◆ **WHAT THE EXERCISE ASKS**: Using the entries that follow, give the number of lines containing the string "trace". Write nothing besides that number.

◆ **INPUT**:
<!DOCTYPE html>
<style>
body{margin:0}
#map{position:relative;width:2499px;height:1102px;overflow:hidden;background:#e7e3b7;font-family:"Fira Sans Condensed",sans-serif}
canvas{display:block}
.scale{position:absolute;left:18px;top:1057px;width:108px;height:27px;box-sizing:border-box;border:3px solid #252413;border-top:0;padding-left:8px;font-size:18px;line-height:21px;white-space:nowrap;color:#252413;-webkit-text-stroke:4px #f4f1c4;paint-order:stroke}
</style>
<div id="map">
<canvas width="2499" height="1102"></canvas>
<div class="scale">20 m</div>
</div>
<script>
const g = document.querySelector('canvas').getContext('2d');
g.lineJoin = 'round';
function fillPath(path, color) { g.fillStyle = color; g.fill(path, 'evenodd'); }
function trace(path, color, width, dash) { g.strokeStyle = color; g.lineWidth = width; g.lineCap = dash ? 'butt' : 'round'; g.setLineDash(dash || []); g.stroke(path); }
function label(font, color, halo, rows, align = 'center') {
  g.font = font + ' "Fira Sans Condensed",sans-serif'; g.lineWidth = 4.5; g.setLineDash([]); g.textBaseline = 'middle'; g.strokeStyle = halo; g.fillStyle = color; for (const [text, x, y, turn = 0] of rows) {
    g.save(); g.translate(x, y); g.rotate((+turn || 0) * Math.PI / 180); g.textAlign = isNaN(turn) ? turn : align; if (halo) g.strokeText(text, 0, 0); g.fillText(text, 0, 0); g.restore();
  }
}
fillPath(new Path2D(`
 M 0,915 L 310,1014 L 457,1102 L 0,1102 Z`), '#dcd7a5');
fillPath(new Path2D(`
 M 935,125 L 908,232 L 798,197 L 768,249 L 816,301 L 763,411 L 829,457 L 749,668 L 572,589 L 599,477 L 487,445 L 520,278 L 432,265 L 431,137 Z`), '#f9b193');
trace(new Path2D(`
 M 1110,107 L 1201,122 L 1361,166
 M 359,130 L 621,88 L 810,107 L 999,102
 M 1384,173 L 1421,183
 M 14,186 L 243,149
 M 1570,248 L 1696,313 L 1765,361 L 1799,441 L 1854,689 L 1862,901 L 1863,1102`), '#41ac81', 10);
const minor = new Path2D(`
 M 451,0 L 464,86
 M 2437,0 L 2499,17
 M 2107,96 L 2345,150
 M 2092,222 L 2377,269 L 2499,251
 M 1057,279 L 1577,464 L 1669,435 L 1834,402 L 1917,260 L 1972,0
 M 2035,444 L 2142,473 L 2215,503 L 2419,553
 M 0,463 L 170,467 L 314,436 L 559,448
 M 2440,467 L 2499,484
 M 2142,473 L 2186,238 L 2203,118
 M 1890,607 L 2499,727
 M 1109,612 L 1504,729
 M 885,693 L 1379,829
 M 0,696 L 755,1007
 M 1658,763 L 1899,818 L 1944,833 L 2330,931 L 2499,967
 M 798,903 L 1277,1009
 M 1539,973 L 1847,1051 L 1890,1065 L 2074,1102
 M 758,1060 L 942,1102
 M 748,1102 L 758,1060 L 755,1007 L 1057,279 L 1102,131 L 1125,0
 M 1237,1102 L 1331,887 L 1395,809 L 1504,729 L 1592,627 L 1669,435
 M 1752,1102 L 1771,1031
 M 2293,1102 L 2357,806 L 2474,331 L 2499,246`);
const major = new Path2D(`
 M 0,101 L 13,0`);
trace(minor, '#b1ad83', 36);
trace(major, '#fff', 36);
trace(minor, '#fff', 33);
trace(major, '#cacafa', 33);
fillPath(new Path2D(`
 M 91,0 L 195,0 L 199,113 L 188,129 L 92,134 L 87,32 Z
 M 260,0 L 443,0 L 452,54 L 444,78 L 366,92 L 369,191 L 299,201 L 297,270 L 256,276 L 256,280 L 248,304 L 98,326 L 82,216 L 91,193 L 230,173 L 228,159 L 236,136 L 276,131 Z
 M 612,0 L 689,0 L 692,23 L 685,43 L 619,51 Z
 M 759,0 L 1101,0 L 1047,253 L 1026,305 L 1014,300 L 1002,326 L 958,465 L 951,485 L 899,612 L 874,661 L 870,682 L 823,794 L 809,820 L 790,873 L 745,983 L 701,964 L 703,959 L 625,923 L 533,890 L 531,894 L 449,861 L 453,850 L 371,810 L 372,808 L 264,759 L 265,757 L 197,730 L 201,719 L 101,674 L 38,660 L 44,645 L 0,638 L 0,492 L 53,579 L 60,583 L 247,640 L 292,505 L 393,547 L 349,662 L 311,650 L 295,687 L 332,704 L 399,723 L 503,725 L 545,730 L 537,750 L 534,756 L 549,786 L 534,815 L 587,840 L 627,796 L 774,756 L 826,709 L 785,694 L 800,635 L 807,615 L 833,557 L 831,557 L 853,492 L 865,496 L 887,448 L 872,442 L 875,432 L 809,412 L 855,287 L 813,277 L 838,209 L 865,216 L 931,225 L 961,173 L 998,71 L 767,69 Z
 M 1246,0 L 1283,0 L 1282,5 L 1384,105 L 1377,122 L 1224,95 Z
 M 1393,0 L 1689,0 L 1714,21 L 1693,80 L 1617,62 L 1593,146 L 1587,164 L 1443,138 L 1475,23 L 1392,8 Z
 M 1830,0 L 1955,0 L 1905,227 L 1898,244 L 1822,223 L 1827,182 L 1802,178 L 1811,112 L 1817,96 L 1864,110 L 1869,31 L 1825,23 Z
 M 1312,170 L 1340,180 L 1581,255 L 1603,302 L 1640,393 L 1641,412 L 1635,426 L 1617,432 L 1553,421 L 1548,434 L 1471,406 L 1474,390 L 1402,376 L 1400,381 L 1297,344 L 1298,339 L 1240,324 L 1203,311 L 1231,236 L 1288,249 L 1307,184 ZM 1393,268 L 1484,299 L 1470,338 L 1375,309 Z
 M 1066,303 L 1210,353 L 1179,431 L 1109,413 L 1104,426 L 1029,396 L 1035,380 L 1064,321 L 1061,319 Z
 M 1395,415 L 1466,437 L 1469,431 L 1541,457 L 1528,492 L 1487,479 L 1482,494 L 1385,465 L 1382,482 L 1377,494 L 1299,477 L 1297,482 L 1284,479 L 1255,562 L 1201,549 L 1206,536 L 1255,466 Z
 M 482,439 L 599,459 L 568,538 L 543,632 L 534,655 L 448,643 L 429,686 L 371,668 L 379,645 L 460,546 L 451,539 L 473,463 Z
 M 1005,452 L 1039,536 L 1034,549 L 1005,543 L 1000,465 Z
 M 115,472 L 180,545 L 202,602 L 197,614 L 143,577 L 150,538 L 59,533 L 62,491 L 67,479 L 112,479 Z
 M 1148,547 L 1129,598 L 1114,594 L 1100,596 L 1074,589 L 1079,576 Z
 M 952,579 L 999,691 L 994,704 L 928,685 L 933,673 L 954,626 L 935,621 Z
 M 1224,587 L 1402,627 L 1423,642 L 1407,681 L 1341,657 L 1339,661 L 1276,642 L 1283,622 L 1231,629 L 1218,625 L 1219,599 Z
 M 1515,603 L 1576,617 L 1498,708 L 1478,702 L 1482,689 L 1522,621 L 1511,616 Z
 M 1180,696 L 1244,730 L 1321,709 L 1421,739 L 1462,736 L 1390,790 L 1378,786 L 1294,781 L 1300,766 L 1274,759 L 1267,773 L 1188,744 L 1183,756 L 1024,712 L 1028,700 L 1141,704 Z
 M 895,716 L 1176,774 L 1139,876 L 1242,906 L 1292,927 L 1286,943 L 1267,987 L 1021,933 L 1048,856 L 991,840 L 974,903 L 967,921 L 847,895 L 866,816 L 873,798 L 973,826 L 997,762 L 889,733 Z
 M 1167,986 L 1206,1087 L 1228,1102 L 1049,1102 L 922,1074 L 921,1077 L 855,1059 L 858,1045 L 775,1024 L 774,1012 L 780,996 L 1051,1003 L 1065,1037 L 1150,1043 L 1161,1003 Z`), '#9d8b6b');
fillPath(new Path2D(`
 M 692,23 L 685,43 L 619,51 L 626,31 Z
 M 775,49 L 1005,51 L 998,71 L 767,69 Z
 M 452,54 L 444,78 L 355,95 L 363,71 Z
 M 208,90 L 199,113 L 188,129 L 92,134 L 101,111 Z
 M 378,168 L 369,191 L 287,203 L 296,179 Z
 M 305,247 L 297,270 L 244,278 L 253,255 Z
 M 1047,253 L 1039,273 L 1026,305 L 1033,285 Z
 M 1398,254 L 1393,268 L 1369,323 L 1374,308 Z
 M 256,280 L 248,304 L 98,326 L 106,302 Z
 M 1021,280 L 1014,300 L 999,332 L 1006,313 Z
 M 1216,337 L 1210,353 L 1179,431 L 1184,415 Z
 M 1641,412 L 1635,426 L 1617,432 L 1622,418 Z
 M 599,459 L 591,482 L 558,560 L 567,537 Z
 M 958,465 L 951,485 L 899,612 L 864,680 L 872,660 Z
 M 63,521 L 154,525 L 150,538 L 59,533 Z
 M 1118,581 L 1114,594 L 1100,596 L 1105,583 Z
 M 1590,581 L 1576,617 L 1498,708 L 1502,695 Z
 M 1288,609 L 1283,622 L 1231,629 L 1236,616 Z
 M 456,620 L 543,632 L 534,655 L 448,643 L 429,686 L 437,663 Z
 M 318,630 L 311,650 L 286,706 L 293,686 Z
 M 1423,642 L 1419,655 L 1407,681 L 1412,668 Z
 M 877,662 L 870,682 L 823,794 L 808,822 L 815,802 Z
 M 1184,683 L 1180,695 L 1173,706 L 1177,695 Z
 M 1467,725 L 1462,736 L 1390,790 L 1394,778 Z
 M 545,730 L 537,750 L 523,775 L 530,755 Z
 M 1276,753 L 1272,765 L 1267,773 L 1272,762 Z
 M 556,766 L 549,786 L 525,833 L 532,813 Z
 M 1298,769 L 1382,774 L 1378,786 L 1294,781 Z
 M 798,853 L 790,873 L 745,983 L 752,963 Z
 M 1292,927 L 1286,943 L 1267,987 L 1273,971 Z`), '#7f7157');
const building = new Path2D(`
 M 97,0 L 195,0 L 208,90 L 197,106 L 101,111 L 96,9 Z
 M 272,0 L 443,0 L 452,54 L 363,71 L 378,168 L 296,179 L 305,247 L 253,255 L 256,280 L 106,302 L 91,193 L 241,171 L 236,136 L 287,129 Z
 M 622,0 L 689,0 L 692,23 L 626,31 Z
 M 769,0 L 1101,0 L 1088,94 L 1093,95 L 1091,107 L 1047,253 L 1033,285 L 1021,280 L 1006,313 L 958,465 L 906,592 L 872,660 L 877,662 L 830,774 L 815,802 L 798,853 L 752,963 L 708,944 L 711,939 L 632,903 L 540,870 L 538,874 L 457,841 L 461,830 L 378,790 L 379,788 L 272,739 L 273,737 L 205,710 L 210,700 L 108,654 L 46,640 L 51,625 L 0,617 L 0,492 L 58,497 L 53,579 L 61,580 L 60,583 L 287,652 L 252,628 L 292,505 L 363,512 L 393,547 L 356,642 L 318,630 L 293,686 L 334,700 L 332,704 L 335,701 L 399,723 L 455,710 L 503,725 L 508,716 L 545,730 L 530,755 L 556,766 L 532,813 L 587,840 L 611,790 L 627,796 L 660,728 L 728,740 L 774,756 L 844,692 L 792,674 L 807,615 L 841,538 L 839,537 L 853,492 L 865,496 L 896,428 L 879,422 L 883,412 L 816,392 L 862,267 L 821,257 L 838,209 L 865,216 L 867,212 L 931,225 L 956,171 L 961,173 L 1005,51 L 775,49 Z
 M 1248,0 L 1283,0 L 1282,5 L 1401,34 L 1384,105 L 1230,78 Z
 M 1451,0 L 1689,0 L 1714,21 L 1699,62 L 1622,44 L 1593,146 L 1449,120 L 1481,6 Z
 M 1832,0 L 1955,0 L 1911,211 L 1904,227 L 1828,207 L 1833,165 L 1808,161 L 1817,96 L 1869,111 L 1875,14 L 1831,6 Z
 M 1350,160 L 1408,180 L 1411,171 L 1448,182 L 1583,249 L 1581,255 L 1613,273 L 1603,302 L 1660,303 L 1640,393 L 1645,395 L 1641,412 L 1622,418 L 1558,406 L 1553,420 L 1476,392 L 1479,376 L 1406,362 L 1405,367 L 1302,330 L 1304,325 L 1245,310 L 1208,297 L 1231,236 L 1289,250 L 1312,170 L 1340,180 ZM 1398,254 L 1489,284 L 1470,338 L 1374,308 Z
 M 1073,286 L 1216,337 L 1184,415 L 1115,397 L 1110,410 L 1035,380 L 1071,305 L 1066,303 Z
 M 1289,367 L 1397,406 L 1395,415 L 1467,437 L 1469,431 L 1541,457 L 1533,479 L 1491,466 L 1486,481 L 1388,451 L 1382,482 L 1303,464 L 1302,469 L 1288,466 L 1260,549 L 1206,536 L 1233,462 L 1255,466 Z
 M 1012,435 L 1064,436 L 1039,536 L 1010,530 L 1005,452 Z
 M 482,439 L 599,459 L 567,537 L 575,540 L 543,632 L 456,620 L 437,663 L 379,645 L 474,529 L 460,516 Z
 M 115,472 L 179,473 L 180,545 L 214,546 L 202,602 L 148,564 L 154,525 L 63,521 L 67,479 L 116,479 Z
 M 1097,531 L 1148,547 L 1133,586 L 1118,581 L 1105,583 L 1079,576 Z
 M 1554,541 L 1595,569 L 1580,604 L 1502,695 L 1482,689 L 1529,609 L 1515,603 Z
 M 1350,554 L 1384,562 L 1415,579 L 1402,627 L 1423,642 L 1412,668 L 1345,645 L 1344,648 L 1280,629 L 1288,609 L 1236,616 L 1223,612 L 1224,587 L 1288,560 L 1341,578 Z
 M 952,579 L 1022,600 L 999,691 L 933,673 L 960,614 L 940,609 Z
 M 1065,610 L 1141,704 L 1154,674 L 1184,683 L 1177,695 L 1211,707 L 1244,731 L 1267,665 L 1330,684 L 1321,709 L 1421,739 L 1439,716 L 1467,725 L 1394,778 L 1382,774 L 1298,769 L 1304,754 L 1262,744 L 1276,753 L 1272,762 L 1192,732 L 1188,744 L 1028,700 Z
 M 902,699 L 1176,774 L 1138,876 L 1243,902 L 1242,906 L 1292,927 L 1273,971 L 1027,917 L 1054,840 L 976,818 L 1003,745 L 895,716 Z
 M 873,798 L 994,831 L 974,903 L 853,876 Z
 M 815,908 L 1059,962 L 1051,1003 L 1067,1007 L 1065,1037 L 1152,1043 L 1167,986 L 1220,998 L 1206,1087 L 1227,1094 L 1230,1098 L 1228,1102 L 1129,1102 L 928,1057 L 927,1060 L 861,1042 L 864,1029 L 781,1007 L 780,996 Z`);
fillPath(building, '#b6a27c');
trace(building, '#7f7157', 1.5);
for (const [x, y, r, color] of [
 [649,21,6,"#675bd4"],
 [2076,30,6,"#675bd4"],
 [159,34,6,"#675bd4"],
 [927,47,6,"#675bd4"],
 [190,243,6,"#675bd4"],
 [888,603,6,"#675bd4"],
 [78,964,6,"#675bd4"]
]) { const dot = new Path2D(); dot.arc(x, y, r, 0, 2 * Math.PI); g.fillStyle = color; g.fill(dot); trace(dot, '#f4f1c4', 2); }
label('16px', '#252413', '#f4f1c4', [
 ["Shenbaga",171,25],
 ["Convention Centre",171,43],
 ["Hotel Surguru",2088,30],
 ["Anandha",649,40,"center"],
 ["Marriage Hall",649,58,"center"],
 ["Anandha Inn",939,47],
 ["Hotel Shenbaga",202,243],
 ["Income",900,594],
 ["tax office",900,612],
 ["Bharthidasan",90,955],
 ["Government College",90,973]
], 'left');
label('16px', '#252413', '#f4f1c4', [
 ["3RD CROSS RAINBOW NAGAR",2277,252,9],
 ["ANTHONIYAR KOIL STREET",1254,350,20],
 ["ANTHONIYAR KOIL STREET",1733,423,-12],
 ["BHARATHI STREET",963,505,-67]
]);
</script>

◆ **ANSWER SECTION**: 8